PROMPT
The word "scale" appears in some lines of the entries. Say how many, and give nothing but the number.
· · ·
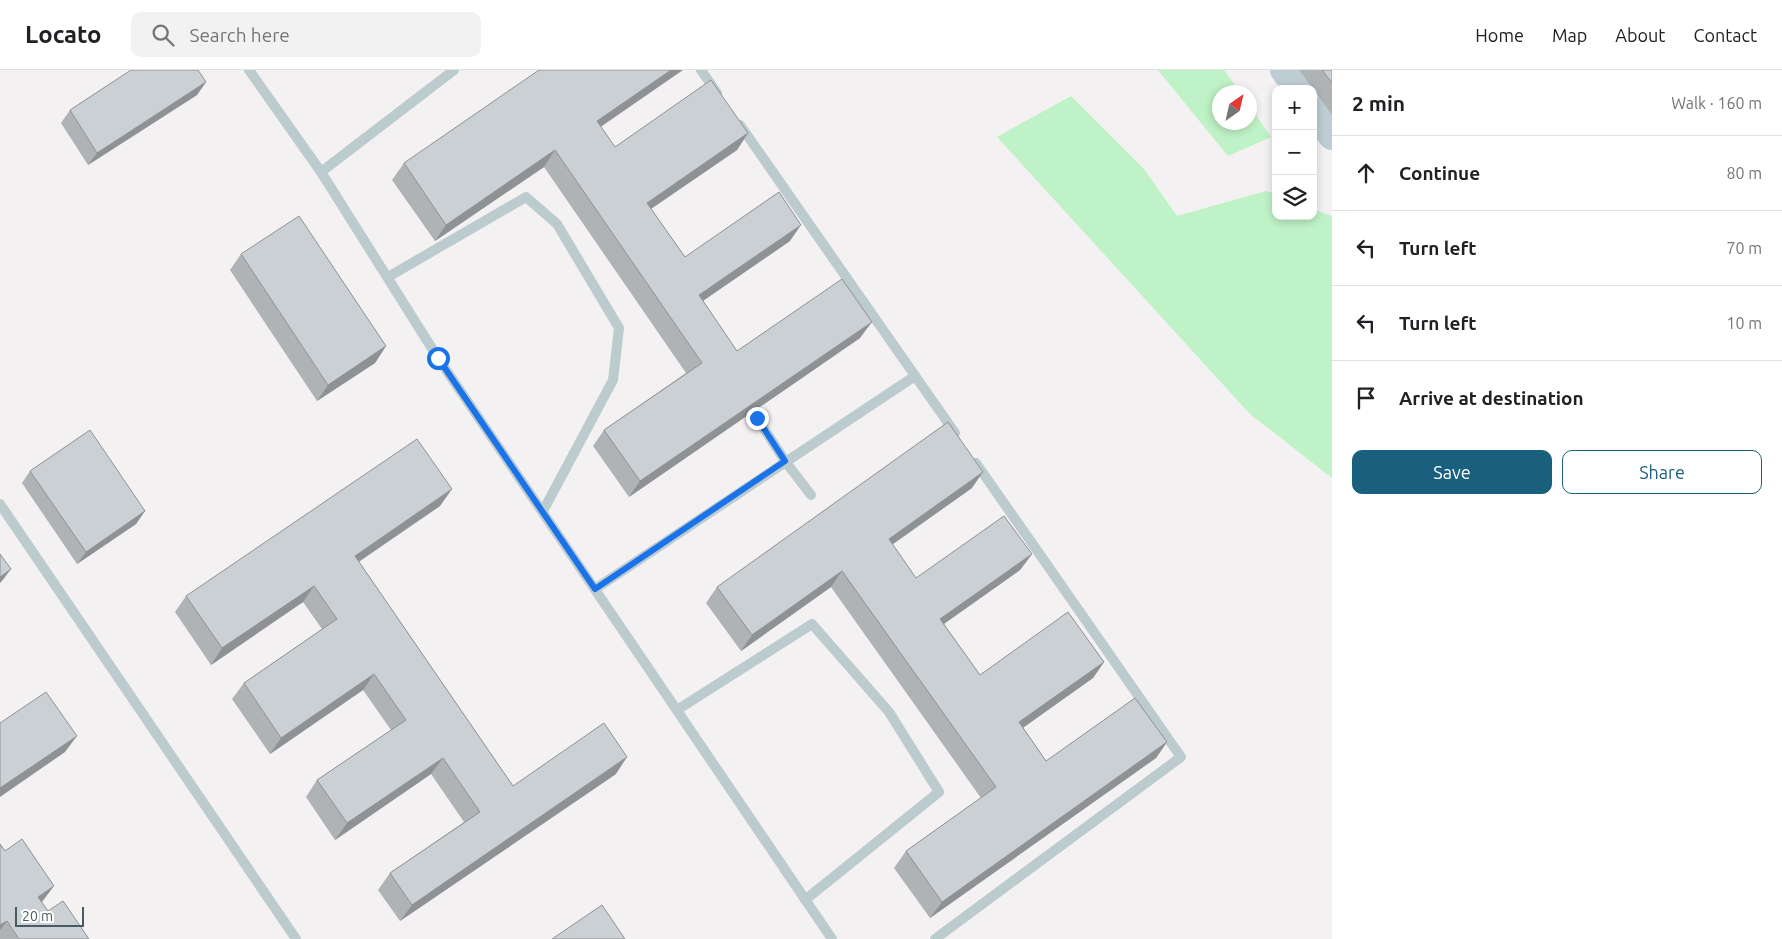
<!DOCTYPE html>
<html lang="en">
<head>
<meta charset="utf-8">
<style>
	body { margin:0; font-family:Ubuntu,sans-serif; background:#f2f2f2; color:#202124 }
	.controls { position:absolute; right:15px; top:15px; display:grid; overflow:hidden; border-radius:10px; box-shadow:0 2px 8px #0003 }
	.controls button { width:45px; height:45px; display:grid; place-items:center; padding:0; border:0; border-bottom:1px solid #e0e0e0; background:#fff; color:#202124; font:25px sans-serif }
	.compass { position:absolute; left:1212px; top:15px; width:45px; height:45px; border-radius:50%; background:#fff; box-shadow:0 2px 8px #0003; rotate:34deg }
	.scale { position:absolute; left:15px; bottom:12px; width:69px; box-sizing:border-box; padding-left:5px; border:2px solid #485b60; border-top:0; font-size:14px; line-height:18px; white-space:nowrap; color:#485b60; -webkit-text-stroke:4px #fff; paint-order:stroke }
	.stop { position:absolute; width:15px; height:15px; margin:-11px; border:4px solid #1a73e8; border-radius:50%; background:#fff }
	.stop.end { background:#1a73e8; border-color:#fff; box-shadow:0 1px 5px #0008 }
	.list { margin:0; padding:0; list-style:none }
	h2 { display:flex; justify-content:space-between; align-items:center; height:65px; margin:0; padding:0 20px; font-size:21px }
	h2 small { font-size:16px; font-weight:400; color:#757577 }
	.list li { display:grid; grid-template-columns:32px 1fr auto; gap:15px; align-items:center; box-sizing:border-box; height:75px; padding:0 20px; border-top:1px solid #e0e0e0 }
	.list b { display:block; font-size:19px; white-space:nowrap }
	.list em { font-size:16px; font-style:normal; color:#757577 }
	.actions { display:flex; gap:10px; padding:15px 20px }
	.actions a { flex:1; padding:11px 0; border:1px solid #1a5f7e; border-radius:10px; text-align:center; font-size:18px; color:#1a5f7e }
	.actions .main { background:#1a5f7e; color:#fff }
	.icon { flex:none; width:28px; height:28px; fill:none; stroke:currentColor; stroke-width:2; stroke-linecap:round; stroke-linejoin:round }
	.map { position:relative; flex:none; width:1332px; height:869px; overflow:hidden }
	header { display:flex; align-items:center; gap:30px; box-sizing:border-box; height:70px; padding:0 25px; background:#fff; border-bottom:1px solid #e0e0e0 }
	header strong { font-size:24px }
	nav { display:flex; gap:28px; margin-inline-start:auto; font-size:18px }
	.search { width:350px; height:45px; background:#f2f2f2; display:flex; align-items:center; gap:12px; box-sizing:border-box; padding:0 18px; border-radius:10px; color:#757577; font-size:19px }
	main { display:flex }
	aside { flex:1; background:#fff }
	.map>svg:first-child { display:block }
	.green { fill:#bff2c6 }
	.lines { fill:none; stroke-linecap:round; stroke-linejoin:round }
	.lane { stroke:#bccbce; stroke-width:10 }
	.secondary { stroke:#bdcdd3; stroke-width:28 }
	.wall { fill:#afb3b6 }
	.shaded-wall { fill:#8e9294 }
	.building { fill:#cbd0d4; stroke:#8e9294 }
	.route { stroke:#1a73e8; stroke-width:6 }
</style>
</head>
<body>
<header>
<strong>Locato</strong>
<div class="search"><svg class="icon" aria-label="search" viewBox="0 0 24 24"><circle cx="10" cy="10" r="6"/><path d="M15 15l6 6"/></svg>Search here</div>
<nav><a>Home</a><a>Map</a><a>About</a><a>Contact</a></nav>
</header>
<main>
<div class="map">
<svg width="1332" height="869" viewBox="0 0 1332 869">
	<rect width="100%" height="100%" fill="#f4f1f2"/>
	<g class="green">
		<path d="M 1158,0 L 1224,0 L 1240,22 L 1220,22 L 1220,52 L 1250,52 L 1250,36 L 1271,67 L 1228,86 Z"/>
		<path d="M 1071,26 L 1144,99 L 1177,146 L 1266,121 L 1276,124 L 1276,146 L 1313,146 L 1313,139 L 1332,146 L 1332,408 L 1250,344 L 997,67 Z"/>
	</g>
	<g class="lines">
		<g class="lane">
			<path d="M 249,0 L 321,102 L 438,288 L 832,869"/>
			<path d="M 701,0 L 717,23"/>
			<path d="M 740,55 L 955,363"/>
			<path d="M 321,102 L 454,0"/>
			<path d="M 388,207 L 526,127 L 557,154 L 619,258 L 613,310 L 543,441"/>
			<path d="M 757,348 L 785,391 L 811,425"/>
			<path d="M 0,434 L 296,869"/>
			<path d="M 595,519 L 915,306"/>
			<path d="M 677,640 L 812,554 L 889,642 L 939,722 L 805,830"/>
			<path d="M 935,869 L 1181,687 L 976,393"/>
		</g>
		<g class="secondary">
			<path d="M 1284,0 L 1298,19"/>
			<path d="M 1313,40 L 1332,66"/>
		</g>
	</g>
	<g class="wall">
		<path d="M 1299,0 L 1332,0 L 1332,45 L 1313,19 Z"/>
		<path d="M 206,12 L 197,25 L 88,95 L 61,53 L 70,40 Z"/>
		<path d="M 601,57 L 615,77 L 748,63 L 737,80 L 651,139 L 685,187 L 790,171 L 703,231 L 737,281 L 860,268 L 629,427 L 593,376 L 604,360 L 686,303 L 544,97 L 435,171 L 392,110 L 404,93 Z"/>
		<path d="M 241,184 L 386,276 L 375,293 L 317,331 L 230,200 Z"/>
		<path d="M 30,401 L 145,441 L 136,454 L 77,494 L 22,413 Z"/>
		<path d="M 972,418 L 892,475 L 916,508 L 1032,484 L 1020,500 L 944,554 L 980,605 L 1104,592 L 1093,608 L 1023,658 L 1046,691 L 1167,672 L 1156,688 L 930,848 L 894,798 L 906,781 L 981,728 L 831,517 L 741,581 L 706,533 L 717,517 Z"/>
		<path d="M 440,436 L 359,492 L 513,716 L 616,704 L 400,851 L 378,820 L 390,803 L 464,752 L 431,704 L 335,770 L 306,727 L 317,710 L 391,660 L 363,620 L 270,684 L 232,629 L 244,613 L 322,559 L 303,532 L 211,595 L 175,542 L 186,526 Z"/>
		<path d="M 0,774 L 48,841 L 89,869 L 0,869 Z"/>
	</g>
	<g class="shaded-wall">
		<path d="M 671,0 L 683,0 L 586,67 L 597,51 Z"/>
		<path d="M 206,12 L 197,25 L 88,95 L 97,83 Z"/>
		<path d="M 748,63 L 737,80 L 636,149 L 647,133 Z"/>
		<path d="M 555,80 L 544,97 L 435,171 L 446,155 Z"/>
		<path d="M 801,155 L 790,171 L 688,241 L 699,225 Z"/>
		<path d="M 872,252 L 860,268 L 629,427 L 640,411 Z"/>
		<path d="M 386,276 L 375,293 L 317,331 L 328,315 Z"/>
		<path d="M 983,402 L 972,418 L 877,485 L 889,469 Z"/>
		<path d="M 452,419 L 440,436 L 343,502 L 355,486 Z"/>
		<path d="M 145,441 L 136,454 L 77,494 L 86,482 Z"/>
		<path d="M 1032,484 L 1020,500 L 928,565 L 940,549 Z"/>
		<path d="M 11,499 L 2,511 L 0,513 L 0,507 Z"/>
		<path d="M 842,501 L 831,517 L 741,581 L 752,565 Z"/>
		<path d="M 314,516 L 303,532 L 211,595 L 222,578 Z"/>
		<path d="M 1104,592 L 1093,608 L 1007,669 L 1019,652 Z"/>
		<path d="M 374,604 L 363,620 L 270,684 L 281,668 Z"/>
		<path d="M 77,666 L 65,682 L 0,727 L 0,718 Z"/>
		<path d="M 1167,672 L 1156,688 L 930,848 L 942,832 Z"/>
		<path d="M 627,687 L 616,704 L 400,851 L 412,835 Z"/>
		<path d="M 443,688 L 431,704 L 335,770 L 347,753 Z"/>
		<path d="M 54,816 L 42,832 L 27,843 L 38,827 Z"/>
		<path d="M 7,851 L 0,860 L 0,855 Z"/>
	</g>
	<g class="building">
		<path d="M 131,0 L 198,0 L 206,12 L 97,83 L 70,40 Z"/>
		<path d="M 539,0 L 671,0 L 597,51 L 615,77 L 711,10 L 748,63 L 647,133 L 685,187 L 779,122 L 801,155 L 699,225 L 737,281 L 842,209 L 872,252 L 640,411 L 604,360 L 702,293 L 555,80 L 446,155 L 404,93 Z"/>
		<path d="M 1322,0 L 1332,0 L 1332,13 Z"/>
		<path d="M 299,146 L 386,276 L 328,315 L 241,184 Z"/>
		<path d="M 948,352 L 983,402 L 889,469 L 916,508 L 1004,446 L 1032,484 L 940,549 L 980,605 L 1068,542 L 1104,592 L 1019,652 L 1046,691 L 1135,628 L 1167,672 L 942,832 L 906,781 L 996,717 L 842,501 L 752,565 L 717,517 Z"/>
		<path d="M 90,360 L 145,441 L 86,482 L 30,401 Z"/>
		<path d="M 417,369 L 452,419 L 355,486 L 513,716 L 604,653 L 627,687 L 412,835 L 390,803 L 480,742 L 443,688 L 347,753 L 317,710 L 406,650 L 374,604 L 281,668 L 244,613 L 337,549 L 314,516 L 222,578 L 186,526 Z"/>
		<path d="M 0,484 L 11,499 L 0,507 Z"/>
		<path d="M 46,622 L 77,666 L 0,718 L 0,653 Z"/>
		<path d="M 22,769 L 54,816 L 38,827 L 48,841 L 63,831 L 89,869 L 19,869 L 7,851 L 0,855 L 0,774 L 5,781 Z"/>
		<path d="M 602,835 L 625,869 L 552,869 Z"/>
	</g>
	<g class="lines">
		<path class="route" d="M 438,288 L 595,519 L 785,391 L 757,348"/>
	</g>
</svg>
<div class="controls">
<button>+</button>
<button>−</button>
<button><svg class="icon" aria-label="layers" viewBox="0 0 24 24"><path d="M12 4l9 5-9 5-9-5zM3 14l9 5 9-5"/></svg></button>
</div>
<svg class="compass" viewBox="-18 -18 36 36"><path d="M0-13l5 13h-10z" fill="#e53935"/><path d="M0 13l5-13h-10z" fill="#757577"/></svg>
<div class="scale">20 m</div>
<div class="stop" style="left:438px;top:288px"></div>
<div class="stop end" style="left:757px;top:348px"></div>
</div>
<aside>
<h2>2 min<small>Walk · 160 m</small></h2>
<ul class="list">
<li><svg class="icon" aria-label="ahead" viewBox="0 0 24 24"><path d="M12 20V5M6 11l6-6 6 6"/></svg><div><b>Continue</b></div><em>80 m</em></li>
<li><svg class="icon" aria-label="left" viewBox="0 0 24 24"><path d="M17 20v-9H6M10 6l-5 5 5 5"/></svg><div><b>Turn left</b></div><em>70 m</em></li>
<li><svg class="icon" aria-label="left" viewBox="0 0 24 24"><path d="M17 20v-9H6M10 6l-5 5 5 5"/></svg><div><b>Turn left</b></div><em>10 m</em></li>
<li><svg class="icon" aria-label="arrive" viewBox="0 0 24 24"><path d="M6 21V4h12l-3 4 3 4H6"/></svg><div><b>Arrive at destination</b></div></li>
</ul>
<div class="actions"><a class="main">Save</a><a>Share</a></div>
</aside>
</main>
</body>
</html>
· · ·
RESULT
2